— Data provided —
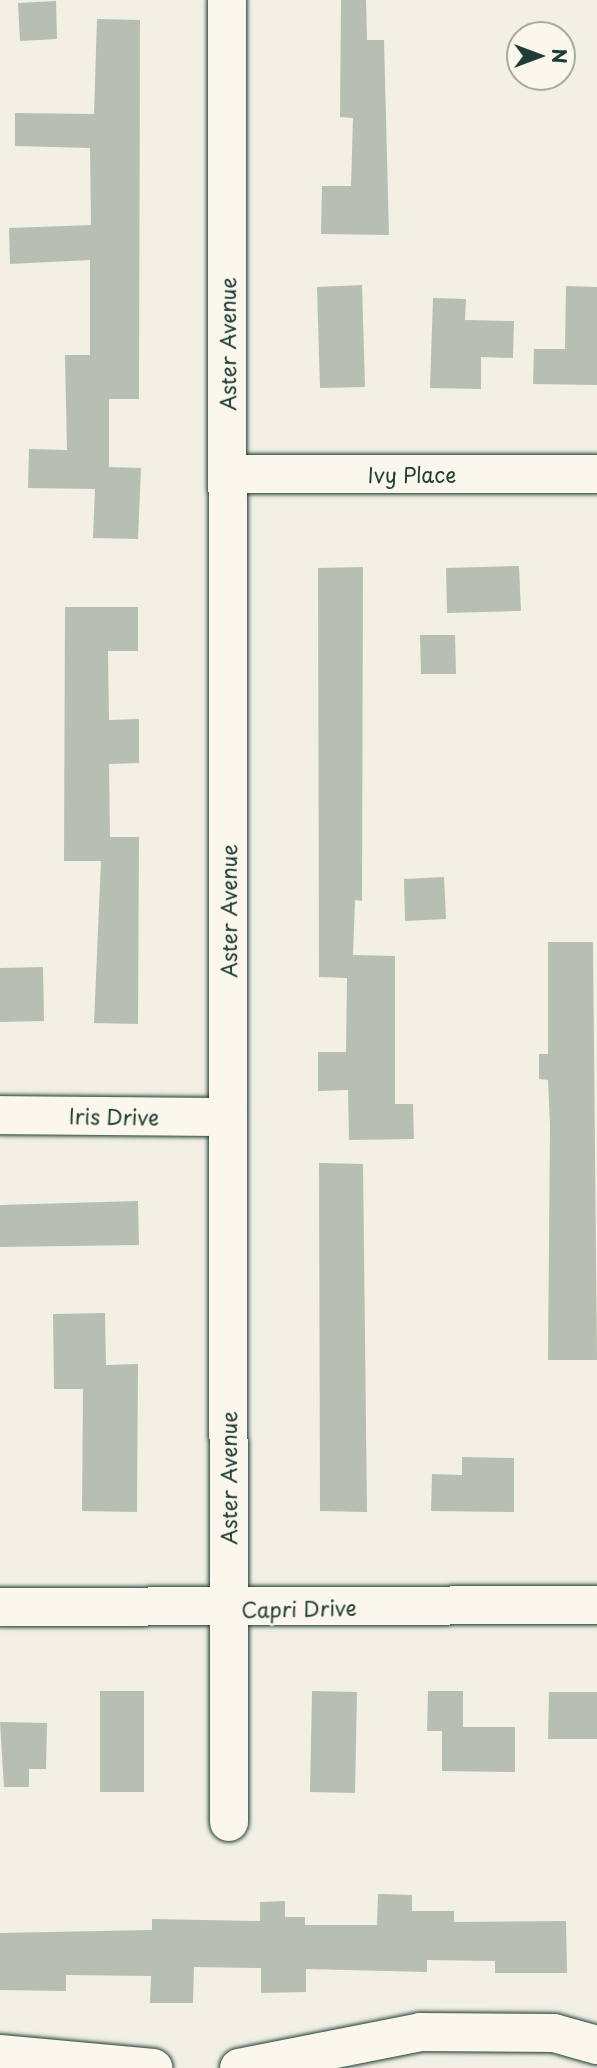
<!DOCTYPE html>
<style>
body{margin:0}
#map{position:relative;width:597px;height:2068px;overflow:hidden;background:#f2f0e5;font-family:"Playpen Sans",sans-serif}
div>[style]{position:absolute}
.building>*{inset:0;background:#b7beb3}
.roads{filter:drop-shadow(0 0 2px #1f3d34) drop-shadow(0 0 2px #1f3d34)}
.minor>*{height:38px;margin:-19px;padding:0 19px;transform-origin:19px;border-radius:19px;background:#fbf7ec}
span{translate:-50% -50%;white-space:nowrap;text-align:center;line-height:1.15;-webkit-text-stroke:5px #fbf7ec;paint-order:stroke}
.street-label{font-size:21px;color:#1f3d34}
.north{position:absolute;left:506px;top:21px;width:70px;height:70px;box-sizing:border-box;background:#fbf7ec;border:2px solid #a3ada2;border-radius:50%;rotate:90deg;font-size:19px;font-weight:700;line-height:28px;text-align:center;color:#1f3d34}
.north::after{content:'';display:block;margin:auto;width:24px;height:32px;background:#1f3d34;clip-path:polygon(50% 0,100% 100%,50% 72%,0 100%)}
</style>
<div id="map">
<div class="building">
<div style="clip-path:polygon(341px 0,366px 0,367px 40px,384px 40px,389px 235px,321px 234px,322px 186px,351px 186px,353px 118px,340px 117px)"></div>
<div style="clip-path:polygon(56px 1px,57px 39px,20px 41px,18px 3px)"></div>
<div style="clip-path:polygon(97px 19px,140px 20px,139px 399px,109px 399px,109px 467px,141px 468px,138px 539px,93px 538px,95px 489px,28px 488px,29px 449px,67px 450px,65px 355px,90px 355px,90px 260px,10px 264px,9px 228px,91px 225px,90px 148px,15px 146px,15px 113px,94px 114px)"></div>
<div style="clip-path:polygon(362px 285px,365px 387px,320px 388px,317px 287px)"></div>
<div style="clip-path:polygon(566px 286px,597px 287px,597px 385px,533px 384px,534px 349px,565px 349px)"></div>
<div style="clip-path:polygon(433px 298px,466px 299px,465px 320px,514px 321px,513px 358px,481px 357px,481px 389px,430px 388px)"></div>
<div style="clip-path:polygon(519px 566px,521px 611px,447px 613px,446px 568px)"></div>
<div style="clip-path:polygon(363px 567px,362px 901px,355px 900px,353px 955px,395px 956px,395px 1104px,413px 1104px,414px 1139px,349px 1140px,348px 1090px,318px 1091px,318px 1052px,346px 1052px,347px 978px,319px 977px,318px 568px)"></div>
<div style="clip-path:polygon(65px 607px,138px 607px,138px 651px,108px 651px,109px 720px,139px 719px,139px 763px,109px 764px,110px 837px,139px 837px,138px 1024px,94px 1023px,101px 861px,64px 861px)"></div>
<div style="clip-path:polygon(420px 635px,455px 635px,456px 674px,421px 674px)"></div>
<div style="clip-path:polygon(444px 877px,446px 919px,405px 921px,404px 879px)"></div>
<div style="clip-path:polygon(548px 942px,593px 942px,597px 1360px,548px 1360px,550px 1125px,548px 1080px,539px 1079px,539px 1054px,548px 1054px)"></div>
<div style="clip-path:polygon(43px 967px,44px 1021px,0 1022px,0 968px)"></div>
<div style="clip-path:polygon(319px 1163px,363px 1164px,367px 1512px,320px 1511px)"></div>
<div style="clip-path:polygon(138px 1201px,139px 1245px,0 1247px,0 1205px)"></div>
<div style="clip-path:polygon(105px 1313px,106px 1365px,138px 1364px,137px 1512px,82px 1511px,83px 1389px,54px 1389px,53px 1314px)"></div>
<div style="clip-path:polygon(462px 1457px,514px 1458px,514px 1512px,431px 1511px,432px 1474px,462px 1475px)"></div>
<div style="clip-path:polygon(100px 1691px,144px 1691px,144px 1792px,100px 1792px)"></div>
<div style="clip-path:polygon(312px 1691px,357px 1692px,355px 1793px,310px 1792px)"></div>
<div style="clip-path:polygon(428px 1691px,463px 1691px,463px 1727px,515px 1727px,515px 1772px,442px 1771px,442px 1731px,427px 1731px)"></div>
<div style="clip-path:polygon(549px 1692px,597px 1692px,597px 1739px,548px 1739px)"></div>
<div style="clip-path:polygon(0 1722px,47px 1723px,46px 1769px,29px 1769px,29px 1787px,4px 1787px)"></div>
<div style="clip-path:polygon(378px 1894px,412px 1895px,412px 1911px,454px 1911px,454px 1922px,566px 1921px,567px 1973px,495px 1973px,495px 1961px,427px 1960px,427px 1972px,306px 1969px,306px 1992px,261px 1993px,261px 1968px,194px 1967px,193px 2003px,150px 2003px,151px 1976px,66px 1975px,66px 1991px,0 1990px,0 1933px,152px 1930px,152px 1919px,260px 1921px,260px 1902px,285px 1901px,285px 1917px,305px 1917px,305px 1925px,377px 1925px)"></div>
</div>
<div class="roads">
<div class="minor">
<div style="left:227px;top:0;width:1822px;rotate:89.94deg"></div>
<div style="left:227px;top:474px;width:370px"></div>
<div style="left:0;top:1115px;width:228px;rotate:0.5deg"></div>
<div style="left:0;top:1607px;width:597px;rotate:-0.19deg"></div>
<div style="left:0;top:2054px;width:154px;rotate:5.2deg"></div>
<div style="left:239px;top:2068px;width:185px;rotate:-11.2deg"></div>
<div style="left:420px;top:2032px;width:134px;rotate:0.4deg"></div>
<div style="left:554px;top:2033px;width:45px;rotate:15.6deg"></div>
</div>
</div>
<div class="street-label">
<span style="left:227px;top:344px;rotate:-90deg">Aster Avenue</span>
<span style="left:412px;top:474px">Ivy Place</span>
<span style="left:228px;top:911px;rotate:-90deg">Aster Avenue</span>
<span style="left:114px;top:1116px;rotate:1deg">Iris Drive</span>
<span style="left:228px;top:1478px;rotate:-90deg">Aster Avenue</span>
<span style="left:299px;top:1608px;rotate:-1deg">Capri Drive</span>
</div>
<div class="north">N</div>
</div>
* * *
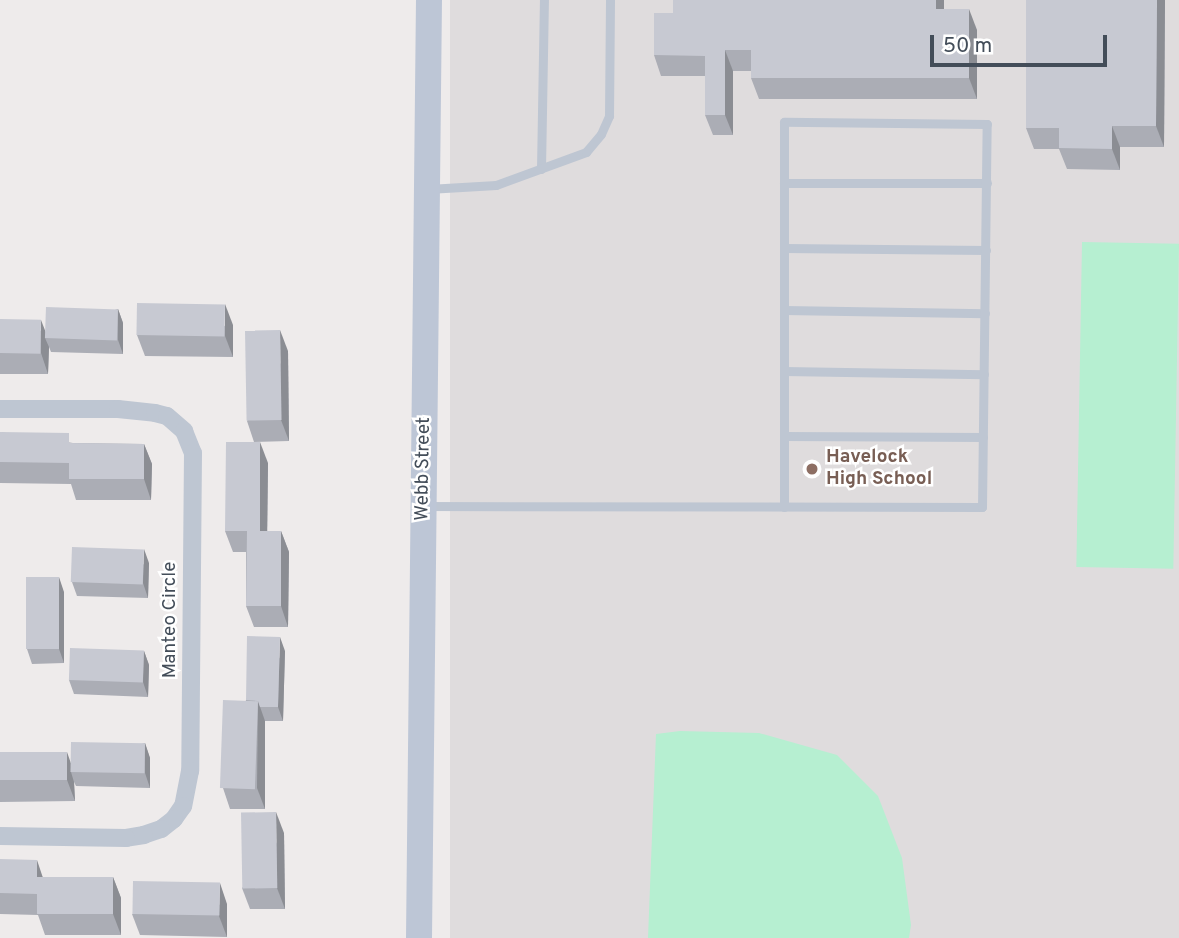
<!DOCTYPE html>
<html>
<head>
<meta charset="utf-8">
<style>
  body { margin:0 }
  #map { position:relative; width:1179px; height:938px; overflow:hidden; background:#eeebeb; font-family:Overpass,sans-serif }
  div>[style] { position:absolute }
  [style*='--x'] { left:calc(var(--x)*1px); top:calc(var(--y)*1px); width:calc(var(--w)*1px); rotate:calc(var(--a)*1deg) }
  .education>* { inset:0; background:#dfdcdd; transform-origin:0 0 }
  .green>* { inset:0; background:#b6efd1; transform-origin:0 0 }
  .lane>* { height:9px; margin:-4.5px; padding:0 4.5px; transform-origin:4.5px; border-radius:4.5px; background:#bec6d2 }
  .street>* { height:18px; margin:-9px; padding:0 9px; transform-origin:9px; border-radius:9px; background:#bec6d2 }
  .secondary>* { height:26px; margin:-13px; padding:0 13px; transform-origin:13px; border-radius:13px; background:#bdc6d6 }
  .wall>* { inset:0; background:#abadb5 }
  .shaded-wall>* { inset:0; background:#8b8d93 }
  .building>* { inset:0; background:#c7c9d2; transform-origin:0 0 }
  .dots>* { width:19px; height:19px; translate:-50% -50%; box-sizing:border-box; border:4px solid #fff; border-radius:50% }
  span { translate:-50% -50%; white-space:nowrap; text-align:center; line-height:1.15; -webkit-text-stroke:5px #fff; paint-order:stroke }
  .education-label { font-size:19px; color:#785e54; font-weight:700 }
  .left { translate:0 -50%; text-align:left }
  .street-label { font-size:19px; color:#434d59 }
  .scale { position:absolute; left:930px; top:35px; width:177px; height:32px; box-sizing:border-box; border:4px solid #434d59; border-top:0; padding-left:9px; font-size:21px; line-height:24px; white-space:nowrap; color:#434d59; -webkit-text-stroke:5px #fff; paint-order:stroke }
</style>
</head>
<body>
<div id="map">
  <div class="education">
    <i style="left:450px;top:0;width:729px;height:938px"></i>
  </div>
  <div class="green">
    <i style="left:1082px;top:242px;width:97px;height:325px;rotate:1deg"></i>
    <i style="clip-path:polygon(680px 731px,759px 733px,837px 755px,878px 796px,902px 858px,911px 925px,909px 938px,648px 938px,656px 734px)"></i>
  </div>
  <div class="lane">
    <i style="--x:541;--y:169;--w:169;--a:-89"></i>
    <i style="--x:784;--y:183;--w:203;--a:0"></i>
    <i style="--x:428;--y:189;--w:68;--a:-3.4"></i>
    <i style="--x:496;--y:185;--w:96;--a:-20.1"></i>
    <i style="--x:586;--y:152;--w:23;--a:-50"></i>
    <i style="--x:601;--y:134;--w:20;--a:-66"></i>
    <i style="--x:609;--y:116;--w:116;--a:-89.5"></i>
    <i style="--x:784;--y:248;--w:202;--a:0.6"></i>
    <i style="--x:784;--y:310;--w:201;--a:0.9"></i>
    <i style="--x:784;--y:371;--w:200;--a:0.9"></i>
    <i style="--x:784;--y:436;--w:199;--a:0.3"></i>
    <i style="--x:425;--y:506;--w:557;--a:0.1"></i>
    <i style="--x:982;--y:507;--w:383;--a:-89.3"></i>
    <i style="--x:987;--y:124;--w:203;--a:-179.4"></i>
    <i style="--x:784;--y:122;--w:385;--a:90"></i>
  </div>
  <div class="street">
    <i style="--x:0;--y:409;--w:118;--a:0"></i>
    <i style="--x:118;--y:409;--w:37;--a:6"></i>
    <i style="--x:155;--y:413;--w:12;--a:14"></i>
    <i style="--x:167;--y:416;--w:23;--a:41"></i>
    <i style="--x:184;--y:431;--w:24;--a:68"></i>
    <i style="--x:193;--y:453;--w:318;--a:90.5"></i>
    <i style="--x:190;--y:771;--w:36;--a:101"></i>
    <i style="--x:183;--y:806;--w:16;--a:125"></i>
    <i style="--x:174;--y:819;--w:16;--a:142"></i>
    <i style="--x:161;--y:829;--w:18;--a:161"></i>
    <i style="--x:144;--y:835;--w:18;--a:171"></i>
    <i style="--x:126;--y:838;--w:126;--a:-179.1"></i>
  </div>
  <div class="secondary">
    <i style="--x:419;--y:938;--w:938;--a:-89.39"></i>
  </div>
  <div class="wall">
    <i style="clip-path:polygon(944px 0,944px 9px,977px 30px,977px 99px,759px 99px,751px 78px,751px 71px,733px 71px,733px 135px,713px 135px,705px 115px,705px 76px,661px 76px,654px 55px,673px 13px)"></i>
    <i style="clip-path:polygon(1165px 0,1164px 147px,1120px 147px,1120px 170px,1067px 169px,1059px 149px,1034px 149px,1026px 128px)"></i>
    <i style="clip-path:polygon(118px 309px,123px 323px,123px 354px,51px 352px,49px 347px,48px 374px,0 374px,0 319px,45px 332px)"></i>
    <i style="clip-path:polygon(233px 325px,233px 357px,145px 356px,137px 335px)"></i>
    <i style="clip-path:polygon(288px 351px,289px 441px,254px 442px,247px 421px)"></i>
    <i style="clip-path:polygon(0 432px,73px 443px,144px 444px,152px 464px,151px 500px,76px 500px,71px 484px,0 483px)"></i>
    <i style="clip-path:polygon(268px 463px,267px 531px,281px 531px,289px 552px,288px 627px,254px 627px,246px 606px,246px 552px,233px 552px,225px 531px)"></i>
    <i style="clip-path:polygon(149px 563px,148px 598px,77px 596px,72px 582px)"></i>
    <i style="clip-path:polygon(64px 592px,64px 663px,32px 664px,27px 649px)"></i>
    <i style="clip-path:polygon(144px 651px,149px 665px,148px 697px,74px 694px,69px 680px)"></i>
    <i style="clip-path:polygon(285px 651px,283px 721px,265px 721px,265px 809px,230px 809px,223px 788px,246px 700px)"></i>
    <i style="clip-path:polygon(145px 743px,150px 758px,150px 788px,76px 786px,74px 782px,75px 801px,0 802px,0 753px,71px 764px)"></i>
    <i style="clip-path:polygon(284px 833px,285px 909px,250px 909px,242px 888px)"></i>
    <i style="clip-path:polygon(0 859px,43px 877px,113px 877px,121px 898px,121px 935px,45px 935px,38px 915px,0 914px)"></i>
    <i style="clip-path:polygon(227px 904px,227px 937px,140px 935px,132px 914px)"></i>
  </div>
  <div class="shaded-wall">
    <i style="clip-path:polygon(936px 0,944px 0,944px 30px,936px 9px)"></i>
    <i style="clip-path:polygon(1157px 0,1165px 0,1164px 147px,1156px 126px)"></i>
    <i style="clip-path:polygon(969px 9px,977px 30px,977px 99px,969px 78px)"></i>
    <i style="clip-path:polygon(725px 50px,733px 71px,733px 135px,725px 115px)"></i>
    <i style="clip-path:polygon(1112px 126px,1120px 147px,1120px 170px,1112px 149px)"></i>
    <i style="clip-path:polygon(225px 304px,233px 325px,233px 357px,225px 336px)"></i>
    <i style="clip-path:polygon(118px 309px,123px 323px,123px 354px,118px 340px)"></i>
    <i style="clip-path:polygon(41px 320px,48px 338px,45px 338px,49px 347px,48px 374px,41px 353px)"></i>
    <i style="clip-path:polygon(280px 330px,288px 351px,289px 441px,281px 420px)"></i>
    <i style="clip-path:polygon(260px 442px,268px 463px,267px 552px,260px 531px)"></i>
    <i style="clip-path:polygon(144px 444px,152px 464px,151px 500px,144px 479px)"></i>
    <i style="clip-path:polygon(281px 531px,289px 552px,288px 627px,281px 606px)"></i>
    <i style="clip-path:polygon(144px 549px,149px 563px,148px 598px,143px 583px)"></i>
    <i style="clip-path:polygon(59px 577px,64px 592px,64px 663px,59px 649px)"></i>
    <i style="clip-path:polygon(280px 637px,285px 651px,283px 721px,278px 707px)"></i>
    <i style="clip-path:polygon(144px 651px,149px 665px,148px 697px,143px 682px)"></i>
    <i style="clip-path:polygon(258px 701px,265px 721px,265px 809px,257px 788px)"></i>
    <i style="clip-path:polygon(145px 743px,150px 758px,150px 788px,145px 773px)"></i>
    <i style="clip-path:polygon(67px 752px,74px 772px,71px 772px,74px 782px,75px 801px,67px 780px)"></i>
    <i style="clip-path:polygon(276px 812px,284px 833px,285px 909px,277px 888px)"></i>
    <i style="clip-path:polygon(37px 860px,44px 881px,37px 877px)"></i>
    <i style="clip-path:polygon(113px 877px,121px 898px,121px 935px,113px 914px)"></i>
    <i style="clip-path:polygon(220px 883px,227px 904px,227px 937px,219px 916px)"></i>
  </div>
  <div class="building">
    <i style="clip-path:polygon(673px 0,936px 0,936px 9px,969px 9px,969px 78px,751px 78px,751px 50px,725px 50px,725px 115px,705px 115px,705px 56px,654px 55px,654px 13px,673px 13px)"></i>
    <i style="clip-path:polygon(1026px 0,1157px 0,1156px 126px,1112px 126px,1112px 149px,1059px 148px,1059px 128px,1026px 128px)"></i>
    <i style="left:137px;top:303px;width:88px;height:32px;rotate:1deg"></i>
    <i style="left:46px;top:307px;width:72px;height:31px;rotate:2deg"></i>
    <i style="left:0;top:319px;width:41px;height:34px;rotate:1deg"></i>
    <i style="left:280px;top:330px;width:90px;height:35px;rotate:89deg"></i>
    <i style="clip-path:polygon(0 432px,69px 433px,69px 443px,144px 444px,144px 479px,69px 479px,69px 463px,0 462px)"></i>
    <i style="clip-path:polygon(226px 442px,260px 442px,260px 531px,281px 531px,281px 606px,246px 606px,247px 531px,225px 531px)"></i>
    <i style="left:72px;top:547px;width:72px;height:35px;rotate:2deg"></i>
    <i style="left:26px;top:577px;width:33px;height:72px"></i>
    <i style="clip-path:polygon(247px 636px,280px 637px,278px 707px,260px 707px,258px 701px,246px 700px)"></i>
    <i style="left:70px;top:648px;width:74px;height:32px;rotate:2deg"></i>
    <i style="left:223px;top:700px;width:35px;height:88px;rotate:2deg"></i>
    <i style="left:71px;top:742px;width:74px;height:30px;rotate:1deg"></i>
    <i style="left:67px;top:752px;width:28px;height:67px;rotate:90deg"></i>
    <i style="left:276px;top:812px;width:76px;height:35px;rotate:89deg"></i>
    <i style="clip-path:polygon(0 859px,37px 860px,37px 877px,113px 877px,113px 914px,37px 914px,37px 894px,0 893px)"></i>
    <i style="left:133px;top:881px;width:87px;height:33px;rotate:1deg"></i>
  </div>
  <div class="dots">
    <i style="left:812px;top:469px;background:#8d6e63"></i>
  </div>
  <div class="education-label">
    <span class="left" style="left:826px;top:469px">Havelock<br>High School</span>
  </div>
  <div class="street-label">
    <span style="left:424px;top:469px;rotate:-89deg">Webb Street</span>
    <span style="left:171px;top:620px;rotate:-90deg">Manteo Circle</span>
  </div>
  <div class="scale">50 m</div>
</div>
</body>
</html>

— Task item —
Nothing but a number should be given: the count of lines above in which the word "body" occurs.

— Task result —
4